#### [TASK PROMPT]
From the first line of the records below through the line containing "0 24px,transparent 0", copy everything exactly and nothing more.

--- PROVIDED RECORDS Enclosed Below ---

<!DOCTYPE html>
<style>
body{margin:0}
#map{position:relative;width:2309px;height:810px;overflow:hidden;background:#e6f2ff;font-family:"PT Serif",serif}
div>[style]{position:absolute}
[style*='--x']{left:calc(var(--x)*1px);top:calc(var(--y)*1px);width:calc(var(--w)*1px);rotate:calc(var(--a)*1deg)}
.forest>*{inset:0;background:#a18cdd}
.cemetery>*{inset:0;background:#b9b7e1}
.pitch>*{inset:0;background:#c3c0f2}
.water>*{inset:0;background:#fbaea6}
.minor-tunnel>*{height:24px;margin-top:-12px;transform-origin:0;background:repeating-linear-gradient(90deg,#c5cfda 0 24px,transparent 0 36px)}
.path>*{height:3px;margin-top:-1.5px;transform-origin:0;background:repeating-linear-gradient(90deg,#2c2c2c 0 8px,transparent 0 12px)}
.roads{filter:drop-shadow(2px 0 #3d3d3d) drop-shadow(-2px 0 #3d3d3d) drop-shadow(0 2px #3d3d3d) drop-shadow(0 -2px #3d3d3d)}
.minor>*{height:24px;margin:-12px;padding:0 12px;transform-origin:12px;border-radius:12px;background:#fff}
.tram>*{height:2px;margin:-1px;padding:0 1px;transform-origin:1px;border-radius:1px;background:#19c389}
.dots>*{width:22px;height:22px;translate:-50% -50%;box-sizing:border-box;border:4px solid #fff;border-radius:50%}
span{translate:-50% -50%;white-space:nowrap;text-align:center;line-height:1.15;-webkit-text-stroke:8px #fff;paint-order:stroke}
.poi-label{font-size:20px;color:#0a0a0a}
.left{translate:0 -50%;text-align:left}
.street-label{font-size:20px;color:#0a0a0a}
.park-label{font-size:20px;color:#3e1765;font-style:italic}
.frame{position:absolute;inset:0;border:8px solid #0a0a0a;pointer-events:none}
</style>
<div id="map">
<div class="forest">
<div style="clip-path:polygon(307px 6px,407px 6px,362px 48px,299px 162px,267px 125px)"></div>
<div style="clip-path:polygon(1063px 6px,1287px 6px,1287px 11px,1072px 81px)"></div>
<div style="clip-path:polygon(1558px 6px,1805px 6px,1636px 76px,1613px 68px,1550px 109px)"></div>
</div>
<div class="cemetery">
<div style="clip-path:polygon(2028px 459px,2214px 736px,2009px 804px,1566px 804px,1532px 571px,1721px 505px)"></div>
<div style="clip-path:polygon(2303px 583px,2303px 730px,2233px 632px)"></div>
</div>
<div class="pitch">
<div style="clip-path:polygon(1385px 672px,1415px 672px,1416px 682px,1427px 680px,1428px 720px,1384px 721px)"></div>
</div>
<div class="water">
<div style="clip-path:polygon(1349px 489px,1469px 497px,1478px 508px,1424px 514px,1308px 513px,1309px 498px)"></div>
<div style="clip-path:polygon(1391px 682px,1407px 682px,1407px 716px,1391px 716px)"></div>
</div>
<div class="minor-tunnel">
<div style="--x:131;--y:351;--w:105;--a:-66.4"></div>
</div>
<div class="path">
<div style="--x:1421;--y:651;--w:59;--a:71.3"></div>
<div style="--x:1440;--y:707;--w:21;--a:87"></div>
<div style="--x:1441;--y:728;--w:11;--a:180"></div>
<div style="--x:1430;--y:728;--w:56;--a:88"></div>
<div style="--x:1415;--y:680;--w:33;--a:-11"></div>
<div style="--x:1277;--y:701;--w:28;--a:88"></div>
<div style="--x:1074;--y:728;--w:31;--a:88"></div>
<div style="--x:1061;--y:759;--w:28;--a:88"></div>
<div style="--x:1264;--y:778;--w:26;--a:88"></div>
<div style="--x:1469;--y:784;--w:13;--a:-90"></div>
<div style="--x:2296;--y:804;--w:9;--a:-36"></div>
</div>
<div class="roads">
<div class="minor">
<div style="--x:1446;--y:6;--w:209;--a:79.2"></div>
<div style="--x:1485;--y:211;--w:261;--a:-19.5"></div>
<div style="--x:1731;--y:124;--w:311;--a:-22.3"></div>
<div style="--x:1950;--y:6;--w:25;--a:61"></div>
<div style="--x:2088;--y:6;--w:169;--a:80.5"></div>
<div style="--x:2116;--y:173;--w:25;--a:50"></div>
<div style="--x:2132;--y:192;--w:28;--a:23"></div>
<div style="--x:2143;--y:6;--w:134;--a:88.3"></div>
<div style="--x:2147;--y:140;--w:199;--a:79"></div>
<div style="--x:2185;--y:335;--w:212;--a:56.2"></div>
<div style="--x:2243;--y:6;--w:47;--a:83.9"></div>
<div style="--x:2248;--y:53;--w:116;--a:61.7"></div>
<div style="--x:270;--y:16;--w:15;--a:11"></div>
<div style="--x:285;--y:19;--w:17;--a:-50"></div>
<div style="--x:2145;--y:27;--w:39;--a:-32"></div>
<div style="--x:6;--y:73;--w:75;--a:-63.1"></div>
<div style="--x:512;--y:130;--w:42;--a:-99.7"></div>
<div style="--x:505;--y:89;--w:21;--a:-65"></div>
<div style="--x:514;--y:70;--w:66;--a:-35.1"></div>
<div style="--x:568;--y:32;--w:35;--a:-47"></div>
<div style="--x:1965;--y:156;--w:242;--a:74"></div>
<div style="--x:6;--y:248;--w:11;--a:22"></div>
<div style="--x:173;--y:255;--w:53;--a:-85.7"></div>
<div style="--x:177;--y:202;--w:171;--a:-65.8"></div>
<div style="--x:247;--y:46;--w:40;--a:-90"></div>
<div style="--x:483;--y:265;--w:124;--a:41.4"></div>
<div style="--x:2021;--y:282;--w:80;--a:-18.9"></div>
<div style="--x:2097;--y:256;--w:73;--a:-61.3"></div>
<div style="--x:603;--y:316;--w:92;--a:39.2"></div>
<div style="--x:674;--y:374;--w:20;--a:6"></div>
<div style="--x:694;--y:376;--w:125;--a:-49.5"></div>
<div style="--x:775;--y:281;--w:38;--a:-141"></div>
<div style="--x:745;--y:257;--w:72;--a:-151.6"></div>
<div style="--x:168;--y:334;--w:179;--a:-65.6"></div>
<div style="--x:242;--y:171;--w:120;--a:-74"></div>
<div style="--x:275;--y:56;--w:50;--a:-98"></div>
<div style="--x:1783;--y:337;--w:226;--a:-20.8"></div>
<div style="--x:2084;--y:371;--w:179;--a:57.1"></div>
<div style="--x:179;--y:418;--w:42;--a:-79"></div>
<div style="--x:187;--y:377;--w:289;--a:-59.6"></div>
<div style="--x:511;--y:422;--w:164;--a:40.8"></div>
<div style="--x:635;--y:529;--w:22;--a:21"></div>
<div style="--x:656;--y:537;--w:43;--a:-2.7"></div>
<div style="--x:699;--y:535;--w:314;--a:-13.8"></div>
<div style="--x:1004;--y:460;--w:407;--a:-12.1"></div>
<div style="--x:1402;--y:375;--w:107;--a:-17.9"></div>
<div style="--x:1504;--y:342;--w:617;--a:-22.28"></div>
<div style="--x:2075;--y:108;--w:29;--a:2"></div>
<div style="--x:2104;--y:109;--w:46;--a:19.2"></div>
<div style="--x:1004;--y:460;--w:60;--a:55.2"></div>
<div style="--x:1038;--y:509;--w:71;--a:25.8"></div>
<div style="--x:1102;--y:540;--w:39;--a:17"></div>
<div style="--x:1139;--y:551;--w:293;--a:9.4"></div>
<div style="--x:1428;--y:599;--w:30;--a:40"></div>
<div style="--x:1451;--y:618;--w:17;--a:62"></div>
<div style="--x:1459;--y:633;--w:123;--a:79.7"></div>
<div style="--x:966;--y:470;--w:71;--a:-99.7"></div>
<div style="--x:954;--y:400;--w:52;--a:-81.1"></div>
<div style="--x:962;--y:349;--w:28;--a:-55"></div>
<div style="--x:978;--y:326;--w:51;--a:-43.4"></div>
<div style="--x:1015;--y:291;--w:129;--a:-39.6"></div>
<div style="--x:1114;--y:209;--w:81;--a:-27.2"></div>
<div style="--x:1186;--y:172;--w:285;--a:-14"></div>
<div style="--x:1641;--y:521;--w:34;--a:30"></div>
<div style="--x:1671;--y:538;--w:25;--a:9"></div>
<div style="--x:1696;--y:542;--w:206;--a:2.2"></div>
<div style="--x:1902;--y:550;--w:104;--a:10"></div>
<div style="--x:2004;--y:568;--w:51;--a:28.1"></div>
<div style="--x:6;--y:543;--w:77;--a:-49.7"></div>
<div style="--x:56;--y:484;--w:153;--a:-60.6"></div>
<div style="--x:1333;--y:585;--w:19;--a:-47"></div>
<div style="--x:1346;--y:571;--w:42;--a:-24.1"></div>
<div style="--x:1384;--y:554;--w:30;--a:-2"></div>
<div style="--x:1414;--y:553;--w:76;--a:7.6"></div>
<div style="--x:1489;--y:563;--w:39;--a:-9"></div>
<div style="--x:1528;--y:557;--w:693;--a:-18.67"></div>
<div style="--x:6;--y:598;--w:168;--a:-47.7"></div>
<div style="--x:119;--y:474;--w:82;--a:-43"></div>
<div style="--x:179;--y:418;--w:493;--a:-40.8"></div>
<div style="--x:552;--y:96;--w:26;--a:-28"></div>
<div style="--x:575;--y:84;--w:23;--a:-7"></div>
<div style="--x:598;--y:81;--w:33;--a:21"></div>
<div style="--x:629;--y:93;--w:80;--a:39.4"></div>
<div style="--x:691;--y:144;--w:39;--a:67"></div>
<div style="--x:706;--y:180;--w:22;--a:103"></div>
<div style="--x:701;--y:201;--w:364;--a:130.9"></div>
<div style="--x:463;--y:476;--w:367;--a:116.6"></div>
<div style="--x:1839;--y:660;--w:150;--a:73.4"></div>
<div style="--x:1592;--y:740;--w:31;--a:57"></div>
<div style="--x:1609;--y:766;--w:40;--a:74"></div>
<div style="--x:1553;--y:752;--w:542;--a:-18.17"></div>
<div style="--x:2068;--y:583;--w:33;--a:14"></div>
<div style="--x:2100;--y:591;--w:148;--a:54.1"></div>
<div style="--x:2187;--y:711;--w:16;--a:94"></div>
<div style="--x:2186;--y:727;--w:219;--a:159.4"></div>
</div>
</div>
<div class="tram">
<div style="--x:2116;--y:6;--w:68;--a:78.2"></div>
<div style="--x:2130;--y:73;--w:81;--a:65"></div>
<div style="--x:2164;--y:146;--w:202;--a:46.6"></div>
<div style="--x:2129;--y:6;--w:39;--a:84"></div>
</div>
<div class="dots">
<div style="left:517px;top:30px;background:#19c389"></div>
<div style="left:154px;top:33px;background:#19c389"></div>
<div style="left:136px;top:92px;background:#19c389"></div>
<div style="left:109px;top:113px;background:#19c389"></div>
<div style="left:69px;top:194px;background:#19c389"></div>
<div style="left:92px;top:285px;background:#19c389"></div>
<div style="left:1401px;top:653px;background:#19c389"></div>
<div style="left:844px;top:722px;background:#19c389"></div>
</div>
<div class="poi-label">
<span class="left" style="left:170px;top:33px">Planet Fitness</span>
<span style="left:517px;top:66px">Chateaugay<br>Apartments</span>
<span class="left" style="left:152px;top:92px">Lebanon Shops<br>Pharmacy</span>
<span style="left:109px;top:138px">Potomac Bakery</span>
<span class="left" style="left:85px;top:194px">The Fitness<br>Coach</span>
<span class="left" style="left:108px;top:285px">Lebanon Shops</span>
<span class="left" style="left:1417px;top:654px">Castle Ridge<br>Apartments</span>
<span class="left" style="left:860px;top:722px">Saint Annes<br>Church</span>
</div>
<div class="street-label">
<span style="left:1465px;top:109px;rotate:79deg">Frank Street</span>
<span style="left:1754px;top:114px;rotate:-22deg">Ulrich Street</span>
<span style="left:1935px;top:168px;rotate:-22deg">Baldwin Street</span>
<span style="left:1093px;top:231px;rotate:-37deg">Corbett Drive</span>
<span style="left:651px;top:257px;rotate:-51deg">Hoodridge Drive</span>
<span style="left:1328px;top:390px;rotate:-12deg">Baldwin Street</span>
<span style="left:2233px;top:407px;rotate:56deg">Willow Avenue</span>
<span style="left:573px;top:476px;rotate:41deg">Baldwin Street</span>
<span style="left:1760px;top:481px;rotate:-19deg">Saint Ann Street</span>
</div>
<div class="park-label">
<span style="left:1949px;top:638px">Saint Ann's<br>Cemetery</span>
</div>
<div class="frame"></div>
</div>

--- End of Enclosed PROVIDED RECORDS ---

#### [YOUR SOLUTION]
<!DOCTYPE html>
<style>
body{margin:0}
#map{position:relative;width:2309px;height:810px;overflow:hidden;background:#e6f2ff;font-family:"PT Serif",serif}
div>[style]{position:absolute}
[style*='--x']{left:calc(var(--x)*1px);top:calc(var(--y)*1px);width:calc(var(--w)*1px);rotate:calc(var(--a)*1deg)}
.forest>*{inset:0;background:#a18cdd}
.cemetery>*{inset:0;background:#b9b7e1}
.pitch>*{inset:0;background:#c3c0f2}
.water>*{inset:0;background:#fbaea6}
.minor-tunnel>*{height:24px;margin-top:-12px;transform-origin:0;background:repeating-linear-gradient(90deg,#c5cfda 0 24px,transparent 0 36px)}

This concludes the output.